Write out the data below in full, unchanged, minus the images.

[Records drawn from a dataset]
--- START ---

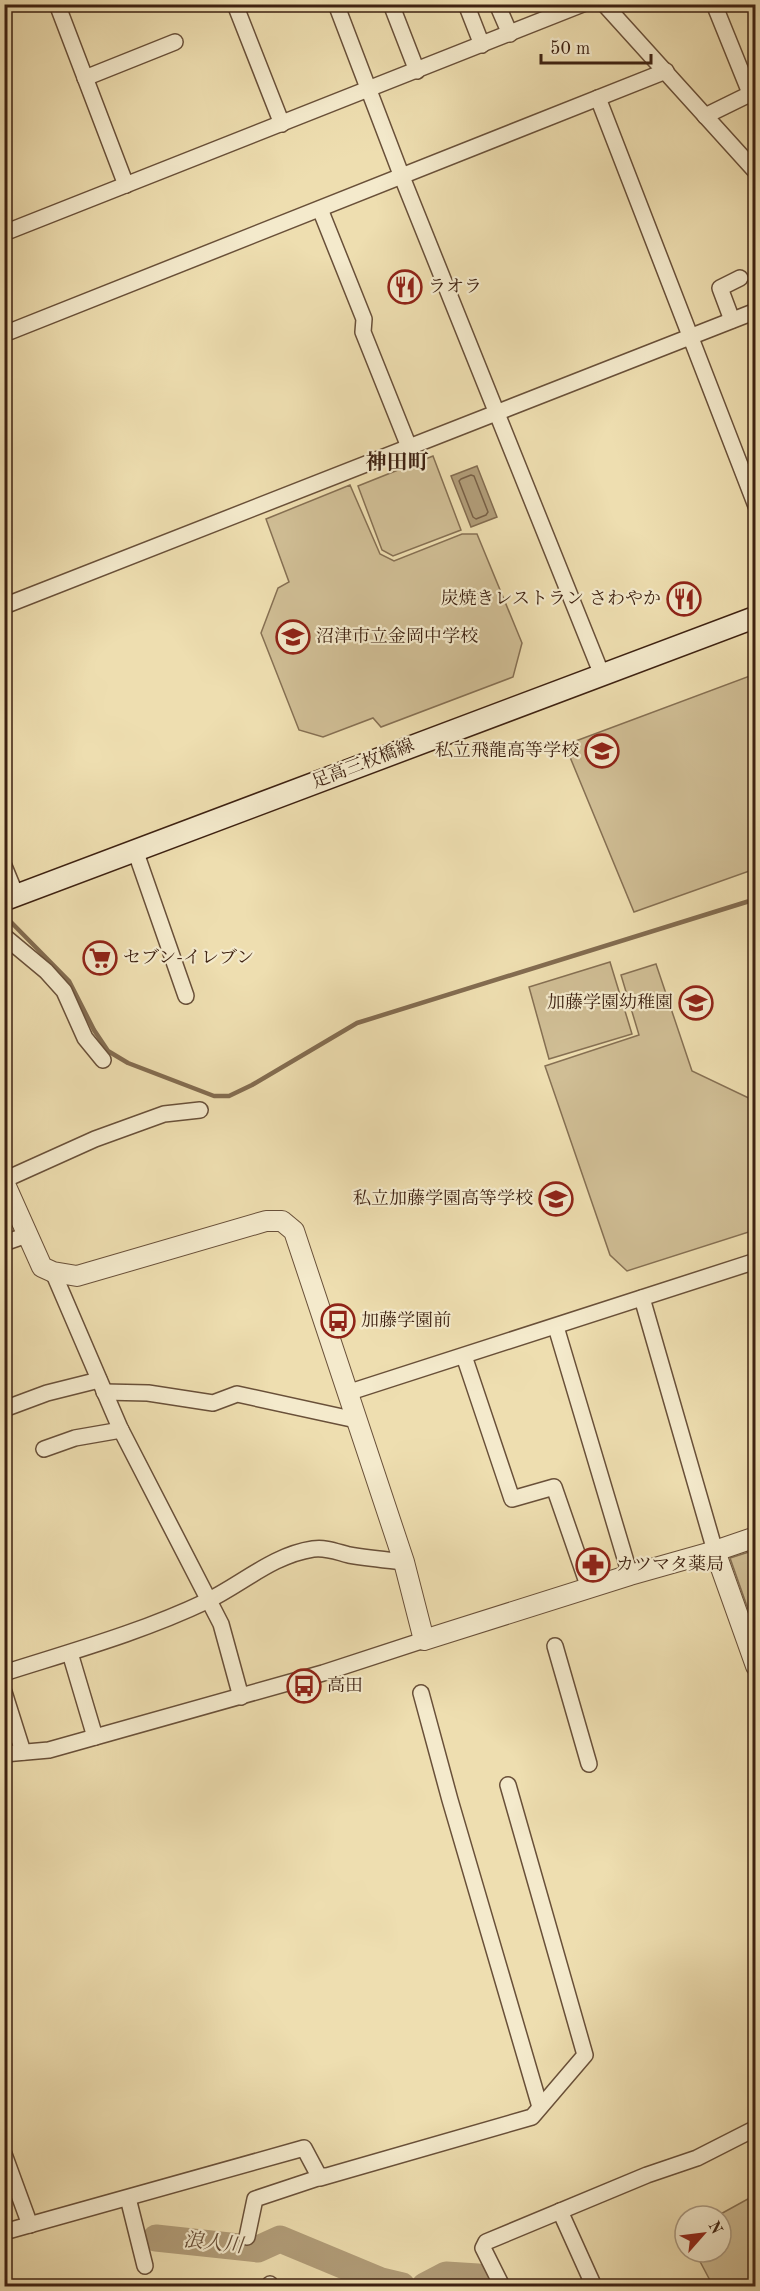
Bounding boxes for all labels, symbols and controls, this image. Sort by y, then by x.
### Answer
scale bar [541,27,650,65]
text: 50 m [550,40,590,58]
restaurant icon: ラオラ [387,269,423,305]
place label: ラオラ [428,278,482,296]
district label: 神田町 [366,451,429,474]
restaurant icon: 炭焼きレストラン さわやか [666,581,702,617]
place label: 炭焼きレストラン さわやか [441,588,661,608]
school or university icon: 沼津市立金岡中学校 [275,619,311,655]
place label: 沼津市立金岡中学校 [316,626,478,646]
school or university icon: 私立飛龍高等学校 [584,733,620,769]
street label: 足高三枚橋線 [309,734,417,792]
place label: 私立飛龍高等学校 [435,740,579,760]
supermarket icon: セブン-イレブン [82,940,118,976]
place label: セブン-イレブン [123,948,254,967]
school or university icon: 加藤学園幼稚園 [678,985,714,1021]
place label: 加藤学園幼稚園 [547,992,673,1012]
school or university icon: 私立加藤学園高等学校 [538,1181,574,1217]
place label: 私立加藤学園高等学校 [353,1188,533,1208]
bus stop icon: 加藤学園前 [320,1303,356,1339]
place label: 加藤学園前 [361,1310,451,1330]
pharmacy icon: カツマタ薬局 [575,1547,611,1583]
place label: カツマタ薬局 [616,1554,724,1574]
bus stop icon: 高田 [286,1668,322,1704]
place label: 高田 [327,1676,363,1695]
north arrow [673,2204,733,2264]
text: N [705,2219,725,2238]
water label: 浪人川 [182,2229,246,2257]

--- END ---

WRITTEN SOLUTION
Bounding boxes for all labels, symbols and controls, this image. Sort by y, then by x.
### Answer
scale bar [541,27,650,65]
text: 50 m [550,40,590,58]
restaurant icon: ラオラ [387,269,423,305]
place label: ラオラ [428,278,482,296]
district label: 神田町 [366,451,429,474]
restaurant icon: 炭焼きレストラン さわやか [666,581,702,617]
place label: 炭焼きレストラン さわやか [441,588,661,608]
school or university icon: 沼津市立金岡中学校 [275,619,311,655]
place label: 沼津市立金岡中学校 [316,626,478,646]
school or university icon: 私立飛龍高等学校 [584,733,620,769]
street label: 足高三枚橋線 [309,734,417,792]
place label: 私立飛龍高等学校 [435,740,579,760]
supermarket icon: セブン-イレブン [82,940,118,976]
place label: セブン-イレブン [123,948,254,967]
school or university icon: 加藤学園幼稚園 [678,985,714,1021]
place label: 加藤学園幼稚園 [547,992,673,1012]
school or university icon: 私立加藤学園高等学校 [538,1181,574,1217]
place label: 私立加藤学園高等学校 [353,1188,533,1208]
bus stop icon: 加藤学園前 [320,1303,356,1339]
place label: 加藤学園前 [361,1310,451,1330]
pharmacy icon: カツマタ薬局 [575,1547,611,1583]
place label: カツマタ薬局 [616,1554,724,1574]
bus stop icon: 高田 [286,1668,322,1704]
place label: 高田 [327,1676,363,1695]
north arrow [673,2204,733,2264]
text: N [705,2219,725,2238]
water label: 浪人川 [182,2229,246,2257]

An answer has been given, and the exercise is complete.